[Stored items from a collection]

◇ ◇ ◇

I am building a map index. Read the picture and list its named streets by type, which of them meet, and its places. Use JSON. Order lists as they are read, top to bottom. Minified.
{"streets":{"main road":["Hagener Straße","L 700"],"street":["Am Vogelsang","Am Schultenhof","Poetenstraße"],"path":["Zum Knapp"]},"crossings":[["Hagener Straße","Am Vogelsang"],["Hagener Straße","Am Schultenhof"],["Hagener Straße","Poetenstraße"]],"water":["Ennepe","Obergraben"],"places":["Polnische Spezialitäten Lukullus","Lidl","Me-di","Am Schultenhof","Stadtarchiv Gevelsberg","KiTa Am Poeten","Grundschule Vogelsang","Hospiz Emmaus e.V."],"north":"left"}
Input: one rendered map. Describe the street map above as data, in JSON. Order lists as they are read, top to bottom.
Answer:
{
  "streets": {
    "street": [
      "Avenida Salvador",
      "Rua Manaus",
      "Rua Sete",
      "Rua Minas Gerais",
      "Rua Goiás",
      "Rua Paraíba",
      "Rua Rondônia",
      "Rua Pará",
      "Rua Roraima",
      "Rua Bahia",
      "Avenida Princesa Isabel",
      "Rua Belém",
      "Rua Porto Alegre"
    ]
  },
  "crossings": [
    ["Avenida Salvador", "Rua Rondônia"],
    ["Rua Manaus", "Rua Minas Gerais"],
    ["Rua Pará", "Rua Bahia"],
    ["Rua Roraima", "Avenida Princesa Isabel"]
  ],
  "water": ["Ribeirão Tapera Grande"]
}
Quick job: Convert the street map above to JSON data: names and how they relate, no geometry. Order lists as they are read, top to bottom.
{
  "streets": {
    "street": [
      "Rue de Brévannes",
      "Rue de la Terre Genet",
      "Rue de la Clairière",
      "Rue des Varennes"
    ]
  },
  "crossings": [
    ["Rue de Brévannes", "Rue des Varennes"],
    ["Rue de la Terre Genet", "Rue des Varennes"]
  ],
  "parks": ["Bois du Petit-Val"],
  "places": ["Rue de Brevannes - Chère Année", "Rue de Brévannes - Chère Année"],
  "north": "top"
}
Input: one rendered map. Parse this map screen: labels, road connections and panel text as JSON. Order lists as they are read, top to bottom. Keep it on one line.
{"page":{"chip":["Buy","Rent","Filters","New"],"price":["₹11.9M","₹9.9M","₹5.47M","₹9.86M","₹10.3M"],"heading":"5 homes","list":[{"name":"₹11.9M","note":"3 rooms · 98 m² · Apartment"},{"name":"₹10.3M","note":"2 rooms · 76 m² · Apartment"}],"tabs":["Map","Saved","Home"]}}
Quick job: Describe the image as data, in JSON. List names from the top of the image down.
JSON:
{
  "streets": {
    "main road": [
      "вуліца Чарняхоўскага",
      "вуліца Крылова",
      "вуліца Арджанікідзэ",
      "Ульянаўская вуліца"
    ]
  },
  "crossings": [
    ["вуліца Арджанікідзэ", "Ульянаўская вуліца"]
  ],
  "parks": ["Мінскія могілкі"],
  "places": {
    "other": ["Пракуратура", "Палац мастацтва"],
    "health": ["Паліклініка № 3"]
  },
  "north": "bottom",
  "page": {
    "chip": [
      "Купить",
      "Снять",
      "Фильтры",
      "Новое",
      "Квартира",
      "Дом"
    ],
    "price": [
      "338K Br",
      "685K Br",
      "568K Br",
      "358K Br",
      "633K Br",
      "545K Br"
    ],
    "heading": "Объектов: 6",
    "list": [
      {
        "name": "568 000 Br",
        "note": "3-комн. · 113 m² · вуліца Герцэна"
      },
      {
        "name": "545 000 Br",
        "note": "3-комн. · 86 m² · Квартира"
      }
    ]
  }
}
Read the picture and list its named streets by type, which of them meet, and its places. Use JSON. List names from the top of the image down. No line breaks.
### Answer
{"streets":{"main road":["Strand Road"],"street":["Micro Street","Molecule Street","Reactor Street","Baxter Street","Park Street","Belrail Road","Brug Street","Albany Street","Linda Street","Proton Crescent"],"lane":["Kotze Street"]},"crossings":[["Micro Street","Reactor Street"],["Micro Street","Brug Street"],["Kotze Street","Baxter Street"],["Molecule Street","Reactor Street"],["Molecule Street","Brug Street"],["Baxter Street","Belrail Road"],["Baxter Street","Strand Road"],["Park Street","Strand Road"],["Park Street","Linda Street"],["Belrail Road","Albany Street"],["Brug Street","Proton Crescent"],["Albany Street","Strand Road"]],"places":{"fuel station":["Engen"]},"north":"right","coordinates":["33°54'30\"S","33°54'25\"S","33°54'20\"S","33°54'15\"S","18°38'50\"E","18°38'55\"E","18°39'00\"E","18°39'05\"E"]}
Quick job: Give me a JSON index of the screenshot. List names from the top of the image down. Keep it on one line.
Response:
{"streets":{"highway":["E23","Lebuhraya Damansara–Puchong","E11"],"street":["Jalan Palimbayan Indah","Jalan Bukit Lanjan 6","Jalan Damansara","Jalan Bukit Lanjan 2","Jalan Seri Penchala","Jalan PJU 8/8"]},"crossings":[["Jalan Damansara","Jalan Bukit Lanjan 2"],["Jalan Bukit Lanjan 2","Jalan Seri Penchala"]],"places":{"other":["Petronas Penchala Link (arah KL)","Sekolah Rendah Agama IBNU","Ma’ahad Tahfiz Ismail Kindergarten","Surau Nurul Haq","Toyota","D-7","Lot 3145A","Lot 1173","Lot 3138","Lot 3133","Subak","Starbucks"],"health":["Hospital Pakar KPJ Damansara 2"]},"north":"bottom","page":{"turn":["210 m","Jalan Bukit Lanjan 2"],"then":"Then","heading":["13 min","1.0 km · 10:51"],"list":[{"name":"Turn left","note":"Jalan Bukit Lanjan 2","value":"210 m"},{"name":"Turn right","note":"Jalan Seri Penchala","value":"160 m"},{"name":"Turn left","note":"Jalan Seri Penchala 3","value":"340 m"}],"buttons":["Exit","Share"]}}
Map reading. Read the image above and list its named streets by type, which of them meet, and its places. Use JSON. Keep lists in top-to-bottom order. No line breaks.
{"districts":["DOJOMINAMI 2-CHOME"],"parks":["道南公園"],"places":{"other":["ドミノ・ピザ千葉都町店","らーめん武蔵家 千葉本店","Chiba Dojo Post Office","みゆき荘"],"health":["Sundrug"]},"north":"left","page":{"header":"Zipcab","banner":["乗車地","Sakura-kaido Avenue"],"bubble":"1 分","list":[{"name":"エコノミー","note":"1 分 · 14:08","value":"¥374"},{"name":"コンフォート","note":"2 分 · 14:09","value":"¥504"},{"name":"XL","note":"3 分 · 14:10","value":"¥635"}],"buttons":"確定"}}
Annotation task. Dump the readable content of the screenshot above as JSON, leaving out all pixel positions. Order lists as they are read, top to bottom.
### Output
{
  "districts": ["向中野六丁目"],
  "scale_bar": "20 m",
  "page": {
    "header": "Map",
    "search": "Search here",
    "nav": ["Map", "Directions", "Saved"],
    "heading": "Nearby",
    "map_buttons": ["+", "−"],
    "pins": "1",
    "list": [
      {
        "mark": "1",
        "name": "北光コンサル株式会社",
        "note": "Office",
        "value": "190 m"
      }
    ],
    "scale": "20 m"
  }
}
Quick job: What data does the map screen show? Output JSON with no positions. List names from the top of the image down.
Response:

◇ ◇ ◇

— Activity —
The answer must restate each entry word for word.

— Your solution —
I am building a map index. Read the picture and list its named streets by type, which of them meet, and its places. Use JSON. Order lists as they are read, top to bottom. Minified.
{"streets":{"main road":["Hagener Straße","L 700"],"street":["Am Vogelsang","Am Schultenhof","Poetenstraße"],"path":["Zum Knapp"]},"crossings":[["Hagener Straße","Am Vogelsang"],["Hagener Straße","Am Schultenhof"],["Hagener Straße","Poetenstraße"]],"water":["Ennepe","Obergraben"],"places":["Polnische Spezialitäten Lukullus","Lidl","Me-di","Am Schultenhof","Stadtarchiv Gevelsberg","KiTa Am Poeten","Grundschule Vogelsang","Hospiz Emmaus e.V."],"north":"left"}
Input: one rendered map. Describe the street map above as data, in JSON. Order lists as they are read, top to bottom.
Answer:
{
  "streets": {
    "street": [
      "Avenida Salvador",
      "Rua Manaus",
      "Rua Sete",
      "Rua Minas Gerais",
      "Rua Goiás",
      "Rua Paraíba",
      "Rua Rondônia",
      "Rua Pará",
      "Rua Roraima",
      "Rua Bahia",
      "Avenida Princesa Isabel",
      "Rua Belém",
      "Rua Porto Alegre"
    ]
  },
  "crossings": [
    ["Avenida Salvador", "Rua Rondônia"],
    ["Rua Manaus", "Rua Minas Gerais"],
    ["Rua Pará", "Rua Bahia"],
    ["Rua Roraima", "Avenida Princesa Isabel"]
  ],
  "water": ["Ribeirão Tapera Grande"]
}
Quick job: Convert the street map above to JSON data: names and how they relate, no geometry. Order lists as they are read, top to bottom.
{
  "streets": {
    "street": [
      "Rue de Brévannes",
      "Rue de la Terre Genet",
      "Rue de la Clairière",
      "Rue des Varennes"
    ]
  },
  "crossings": [
    ["Rue de Brévannes", "Rue des Varennes"],
    ["Rue de la Terre Genet", "Rue des Varennes"]
  ],
  "parks": ["Bois du Petit-Val"],
  "places": ["Rue de Brevannes - Chère Année", "Rue de Brévannes - Chère Année"],
  "north": "top"
}
Input: one rendered map. Parse this map screen: labels, road connections and panel text as JSON. Order lists as they are read, top to bottom. Keep it on one line.
{"page":{"chip":["Buy","Rent","Filters","New"],"price":["₹11.9M","₹9.9M","₹5.47M","₹9.86M","₹10.3M"],"heading":"5 homes","list":[{"name":"₹11.9M","note":"3 rooms · 98 m² · Apartment"},{"name":"₹10.3M","note":"2 rooms · 76 m² · Apartment"}],"tabs":["Map","Saved","Home"]}}
Quick job: Describe the image as data, in JSON. List names from the top of the image down.
JSON:
{
  "streets": {
    "main road": [
      "вуліца Чарняхоўскага",
      "вуліца Крылова",
      "вуліца Арджанікідзэ",
      "Ульянаўская вуліца"
    ]
  },
  "crossings": [
    ["вуліца Арджанікідзэ", "Ульянаўская вуліца"]
  ],
  "parks": ["Мінскія могілкі"],
  "places": {
    "other": ["Пракуратура", "Палац мастацтва"],
    "health": ["Паліклініка № 3"]
  },
  "north": "bottom",
  "page": {
    "chip": [
      "Купить",
      "Снять",
      "Фильтры",
      "Новое",
      "Квартира",
      "Дом"
    ],
    "price": [
      "338K Br",
      "685K Br",
      "568K Br",
      "358K Br",
      "633K Br",
      "545K Br"
    ],
    "heading": "Объектов: 6",
    "list": [
      {
        "name": "568 000 Br",
        "note": "3-комн. · 113 m² · вуліца Герцэна"
      },
      {
        "name": "545 000 Br",
        "note": "3-комн. · 86 m² · Квартира"
      }
    ]
  }
}
Read the picture and list its named streets by type, which of them meet, and its places. Use JSON. List names from the top of the image down. No line breaks.
### Answer
{"streets":{"main road":["Strand Road"],"street":["Micro Street","Molecule Street","Reactor Street","Baxter Street","Park Street","Belrail Road","Brug Street","Albany Street","Linda Street","Proton Crescent"],"lane":["Kotze Street"]},"crossings":[["Micro Street","Reactor Street"],["Micro Street","Brug Street"],["Kotze Street","Baxter Street"],["Molecule Street","Reactor Street"],["Molecule Street","Brug Street"],["Baxter Street","Belrail Road"],["Baxter Street","Strand Road"],["Park Street","Strand Road"],["Park Street","Linda Street"],["Belrail Road","Albany Street"],["Brug Street","Proton Crescent"],["Albany Street","Strand Road"]],"places":{"fuel station":["Engen"]},"north":"right","coordinates":["33°54'30\"S","33°54'25\"S","33°54'20\"S","33°54'15\"S","18°38'50\"E","18°38'55\"E","18°39'00\"E","18°39'05\"E"]}
Quick job: Give me a JSON index of the screenshot. List names from the top of the image down. Keep it on one line.
Response:
{"streets":{"highway":["E23","Lebuhraya Damansara–Puchong","E11"],"street":["Jalan Palimbayan Indah","Jalan Bukit Lanjan 6","Jalan Damansara","Jalan Bukit Lanjan 2","Jalan Seri Penchala","Jalan PJU 8/8"]},"crossings":[["Jalan Damansara","Jalan Bukit Lanjan 2"],["Jalan Bukit Lanjan 2","Jalan Seri Penchala"]],"places":{"other":["Petronas Penchala Link (arah KL)","Sekolah Rendah Agama IBNU","Ma’ahad Tahfiz Ismail Kindergarten","Surau Nurul Haq","Toyota","D-7","Lot 3145A","Lot 1173","Lot 3138","Lot 3133","Subak","Starbucks"],"health":["Hospital Pakar KPJ Damansara 2"]},"north":"bottom","page":{"turn":["210 m","Jalan Bukit Lanjan 2"],"then":"Then","heading":["13 min","1.0 km · 10:51"],"list":[{"name":"Turn left","note":"Jalan Bukit Lanjan 2","value":"210 m"},{"name":"Turn right","note":"Jalan Seri Penchala","value":"160 m"},{"name":"Turn left","note":"Jalan Seri Penchala 3","value":"340 m"}],"buttons":["Exit","Share"]}}
Map reading. Read the image above and list its named streets by type, which of them meet, and its places. Use JSON. Keep lists in top-to-bottom order. No line breaks.
{"districts":["DOJOMINAMI 2-CHOME"],"parks":["道南公園"],"places":{"other":["ドミノ・ピザ千葉都町店","らーめん武蔵家 千葉本店","Chiba Dojo Post Office","みゆき荘"],"health":["Sundrug"]},"north":"left","page":{"header":"Zipcab","banner":["乗車地","Sakura-kaido Avenue"],"bubble":"1 分","list":[{"name":"エコノミー","note":"1 分 · 14:08","value":"¥374"},{"name":"コンフォート","note":"2 分 · 14:09","value":"¥504"},{"name":"XL","note":"3 分 · 14:10","value":"¥635"}],"buttons":"確定"}}
Annotation task. Dump the readable content of the screenshot above as JSON, leaving out all pixel positions. Order lists as they are read, top to bottom.
### Output
{
  "districts": ["向中野六丁目"],
  "scale_bar": "20 m",
  "page": {
    "header": "Map",
    "search": "Search here",
    "nav": ["Map", "Directions", "Saved"],
    "heading": "Nearby",
    "map_buttons": ["+", "−"],
    "pins": "1",
    "list": [
      {
        "mark": "1",
        "name": "北光コンサル株式会社",
        "note": "Office",
        "value": "190 m"
      }
    ],
    "scale": "20 m"
  }
}
Quick job: What data does the map screen show? Output JSON with no positions. List names from the top of the image down.
Response:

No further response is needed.